## Dataset
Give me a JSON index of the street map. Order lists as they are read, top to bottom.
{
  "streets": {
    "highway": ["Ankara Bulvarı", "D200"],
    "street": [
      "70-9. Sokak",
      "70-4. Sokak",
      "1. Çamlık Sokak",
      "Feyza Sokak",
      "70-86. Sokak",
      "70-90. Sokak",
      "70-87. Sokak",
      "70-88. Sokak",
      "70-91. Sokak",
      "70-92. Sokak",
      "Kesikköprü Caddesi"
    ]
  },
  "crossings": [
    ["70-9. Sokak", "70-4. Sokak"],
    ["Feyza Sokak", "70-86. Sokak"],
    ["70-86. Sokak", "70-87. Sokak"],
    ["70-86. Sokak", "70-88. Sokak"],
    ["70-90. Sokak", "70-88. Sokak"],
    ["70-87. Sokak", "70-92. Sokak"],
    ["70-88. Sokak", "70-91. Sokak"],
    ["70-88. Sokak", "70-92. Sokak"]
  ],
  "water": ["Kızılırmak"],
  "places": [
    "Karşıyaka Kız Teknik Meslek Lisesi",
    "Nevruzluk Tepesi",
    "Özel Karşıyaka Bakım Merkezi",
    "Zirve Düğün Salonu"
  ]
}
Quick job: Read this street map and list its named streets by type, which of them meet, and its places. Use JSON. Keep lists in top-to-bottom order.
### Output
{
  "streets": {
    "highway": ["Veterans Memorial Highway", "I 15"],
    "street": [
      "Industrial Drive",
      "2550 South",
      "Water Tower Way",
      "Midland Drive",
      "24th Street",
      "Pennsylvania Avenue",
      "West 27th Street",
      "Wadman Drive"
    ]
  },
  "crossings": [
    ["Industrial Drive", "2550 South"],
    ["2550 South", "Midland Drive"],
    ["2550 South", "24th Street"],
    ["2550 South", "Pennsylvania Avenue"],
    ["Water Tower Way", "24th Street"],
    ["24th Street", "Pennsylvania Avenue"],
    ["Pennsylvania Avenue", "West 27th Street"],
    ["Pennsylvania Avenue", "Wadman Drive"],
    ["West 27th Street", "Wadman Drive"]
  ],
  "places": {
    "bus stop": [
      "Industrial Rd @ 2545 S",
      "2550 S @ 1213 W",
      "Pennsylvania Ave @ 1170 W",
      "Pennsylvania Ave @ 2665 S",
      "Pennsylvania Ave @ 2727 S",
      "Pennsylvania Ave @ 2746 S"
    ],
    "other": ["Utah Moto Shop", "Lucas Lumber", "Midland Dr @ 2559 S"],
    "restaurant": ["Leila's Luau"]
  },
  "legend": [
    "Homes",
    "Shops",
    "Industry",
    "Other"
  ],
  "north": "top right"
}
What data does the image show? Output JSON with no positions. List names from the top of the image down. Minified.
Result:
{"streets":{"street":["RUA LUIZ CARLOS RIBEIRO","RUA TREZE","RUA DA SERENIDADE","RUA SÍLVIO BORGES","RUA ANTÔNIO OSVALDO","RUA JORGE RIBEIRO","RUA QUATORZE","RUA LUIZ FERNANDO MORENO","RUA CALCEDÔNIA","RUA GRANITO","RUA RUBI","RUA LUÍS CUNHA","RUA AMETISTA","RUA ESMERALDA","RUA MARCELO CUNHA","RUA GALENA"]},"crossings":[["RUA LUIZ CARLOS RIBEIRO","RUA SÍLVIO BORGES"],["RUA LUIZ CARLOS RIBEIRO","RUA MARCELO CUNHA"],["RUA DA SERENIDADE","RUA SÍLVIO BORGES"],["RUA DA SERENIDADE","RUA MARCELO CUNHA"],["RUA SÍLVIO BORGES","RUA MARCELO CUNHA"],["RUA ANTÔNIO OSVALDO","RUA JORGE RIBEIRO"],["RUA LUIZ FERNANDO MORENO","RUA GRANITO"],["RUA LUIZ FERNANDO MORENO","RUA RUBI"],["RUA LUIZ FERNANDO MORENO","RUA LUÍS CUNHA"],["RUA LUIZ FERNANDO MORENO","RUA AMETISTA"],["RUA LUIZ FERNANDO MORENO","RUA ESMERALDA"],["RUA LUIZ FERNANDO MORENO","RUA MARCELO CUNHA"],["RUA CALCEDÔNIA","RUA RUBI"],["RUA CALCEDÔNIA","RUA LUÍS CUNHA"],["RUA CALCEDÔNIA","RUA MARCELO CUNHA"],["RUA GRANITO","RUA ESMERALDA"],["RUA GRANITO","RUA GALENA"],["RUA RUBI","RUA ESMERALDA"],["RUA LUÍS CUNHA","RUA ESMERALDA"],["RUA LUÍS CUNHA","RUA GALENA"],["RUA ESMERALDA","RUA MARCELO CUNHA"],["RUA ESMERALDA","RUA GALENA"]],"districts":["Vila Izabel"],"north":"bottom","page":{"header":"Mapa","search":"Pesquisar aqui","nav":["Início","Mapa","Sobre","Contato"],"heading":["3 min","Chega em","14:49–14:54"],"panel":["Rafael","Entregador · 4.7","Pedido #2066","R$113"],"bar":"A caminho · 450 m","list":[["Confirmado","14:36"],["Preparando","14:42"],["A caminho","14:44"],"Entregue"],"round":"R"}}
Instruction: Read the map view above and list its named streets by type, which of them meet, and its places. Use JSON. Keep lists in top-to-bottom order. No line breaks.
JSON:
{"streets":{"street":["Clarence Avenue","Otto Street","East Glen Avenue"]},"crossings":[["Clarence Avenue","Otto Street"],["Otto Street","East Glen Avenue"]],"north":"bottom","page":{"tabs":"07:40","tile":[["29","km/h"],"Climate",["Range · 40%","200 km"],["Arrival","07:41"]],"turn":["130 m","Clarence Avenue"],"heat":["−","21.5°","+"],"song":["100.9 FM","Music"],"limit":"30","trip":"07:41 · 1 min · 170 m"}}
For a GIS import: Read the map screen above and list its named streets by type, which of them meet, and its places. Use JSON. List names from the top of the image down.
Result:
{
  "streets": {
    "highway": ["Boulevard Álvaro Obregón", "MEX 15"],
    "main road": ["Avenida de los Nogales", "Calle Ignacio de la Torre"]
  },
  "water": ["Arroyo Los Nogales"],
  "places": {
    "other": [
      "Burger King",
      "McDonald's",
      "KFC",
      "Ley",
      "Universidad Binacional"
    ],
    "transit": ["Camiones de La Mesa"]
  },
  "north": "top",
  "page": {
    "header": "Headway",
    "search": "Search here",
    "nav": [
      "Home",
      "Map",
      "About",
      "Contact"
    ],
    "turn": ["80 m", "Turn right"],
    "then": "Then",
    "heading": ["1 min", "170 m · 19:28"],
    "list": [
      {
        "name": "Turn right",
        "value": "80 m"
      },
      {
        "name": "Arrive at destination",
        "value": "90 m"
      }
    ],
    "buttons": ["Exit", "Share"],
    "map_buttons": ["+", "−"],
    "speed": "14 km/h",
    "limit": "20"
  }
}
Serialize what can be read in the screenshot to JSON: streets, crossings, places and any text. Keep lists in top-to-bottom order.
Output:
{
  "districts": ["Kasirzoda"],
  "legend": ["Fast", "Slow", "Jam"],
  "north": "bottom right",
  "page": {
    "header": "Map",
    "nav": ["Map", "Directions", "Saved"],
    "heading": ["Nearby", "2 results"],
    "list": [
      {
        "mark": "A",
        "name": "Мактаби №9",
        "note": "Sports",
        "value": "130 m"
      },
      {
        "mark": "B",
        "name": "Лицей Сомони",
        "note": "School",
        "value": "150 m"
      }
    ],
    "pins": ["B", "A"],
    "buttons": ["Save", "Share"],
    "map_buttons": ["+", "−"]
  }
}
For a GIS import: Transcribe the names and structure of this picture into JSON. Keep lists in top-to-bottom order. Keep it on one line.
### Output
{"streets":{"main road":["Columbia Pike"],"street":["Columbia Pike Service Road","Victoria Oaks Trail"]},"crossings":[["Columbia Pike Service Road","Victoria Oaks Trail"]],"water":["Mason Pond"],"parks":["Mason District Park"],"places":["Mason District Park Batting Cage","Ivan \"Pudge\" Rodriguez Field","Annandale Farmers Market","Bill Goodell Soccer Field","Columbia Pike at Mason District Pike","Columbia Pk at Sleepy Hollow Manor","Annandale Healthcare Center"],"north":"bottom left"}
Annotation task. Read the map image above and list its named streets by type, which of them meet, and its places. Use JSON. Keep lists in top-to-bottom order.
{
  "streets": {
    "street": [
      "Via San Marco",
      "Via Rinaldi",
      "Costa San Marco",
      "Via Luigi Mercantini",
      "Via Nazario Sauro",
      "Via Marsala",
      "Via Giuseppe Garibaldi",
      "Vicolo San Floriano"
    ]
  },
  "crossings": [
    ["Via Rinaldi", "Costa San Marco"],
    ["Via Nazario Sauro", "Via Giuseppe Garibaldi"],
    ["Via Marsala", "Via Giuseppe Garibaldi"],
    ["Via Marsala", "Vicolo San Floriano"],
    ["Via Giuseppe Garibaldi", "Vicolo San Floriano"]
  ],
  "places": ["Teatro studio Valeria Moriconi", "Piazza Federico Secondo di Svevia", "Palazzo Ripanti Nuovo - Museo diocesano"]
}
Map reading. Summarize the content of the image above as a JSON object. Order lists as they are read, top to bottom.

## What you will do
Your answer should consist only of the lines above between the line holding "Quick job: Read" and the line holding "What data does", inclusive, each transcribed exactly.

## Task output
Quick job: Read this street map and list its named streets by type, which of them meet, and its places. Use JSON. Keep lists in top-to-bottom order.
### Output
{
  "streets": {
    "highway": ["Veterans Memorial Highway", "I 15"],
    "street": [
      "Industrial Drive",
      "2550 South",
      "Water Tower Way",
      "Midland Drive",
      "24th Street",
      "Pennsylvania Avenue",
      "West 27th Street",
      "Wadman Drive"
    ]
  },
  "crossings": [
    ["Industrial Drive", "2550 South"],
    ["2550 South", "Midland Drive"],
    ["2550 South", "24th Street"],
    ["2550 South", "Pennsylvania Avenue"],
    ["Water Tower Way", "24th Street"],
    ["24th Street", "Pennsylvania Avenue"],
    ["Pennsylvania Avenue", "West 27th Street"],
    ["Pennsylvania Avenue", "Wadman Drive"],
    ["West 27th Street", "Wadman Drive"]
  ],
  "places": {
    "bus stop": [
      "Industrial Rd @ 2545 S",
      "2550 S @ 1213 W",
      "Pennsylvania Ave @ 1170 W",
      "Pennsylvania Ave @ 2665 S",
      "Pennsylvania Ave @ 2727 S",
      "Pennsylvania Ave @ 2746 S"
    ],
    "other": ["Utah Moto Shop", "Lucas Lumber", "Midland Dr @ 2559 S"],
    "restaurant": ["Leila's Luau"]
  },
  "legend": [
    "Homes",
    "Shops",
    "Industry",
    "Other"
  ],
  "north": "top right"
}
What data does the image show? Output JSON with no positions. List names from the top of the image down. Minified.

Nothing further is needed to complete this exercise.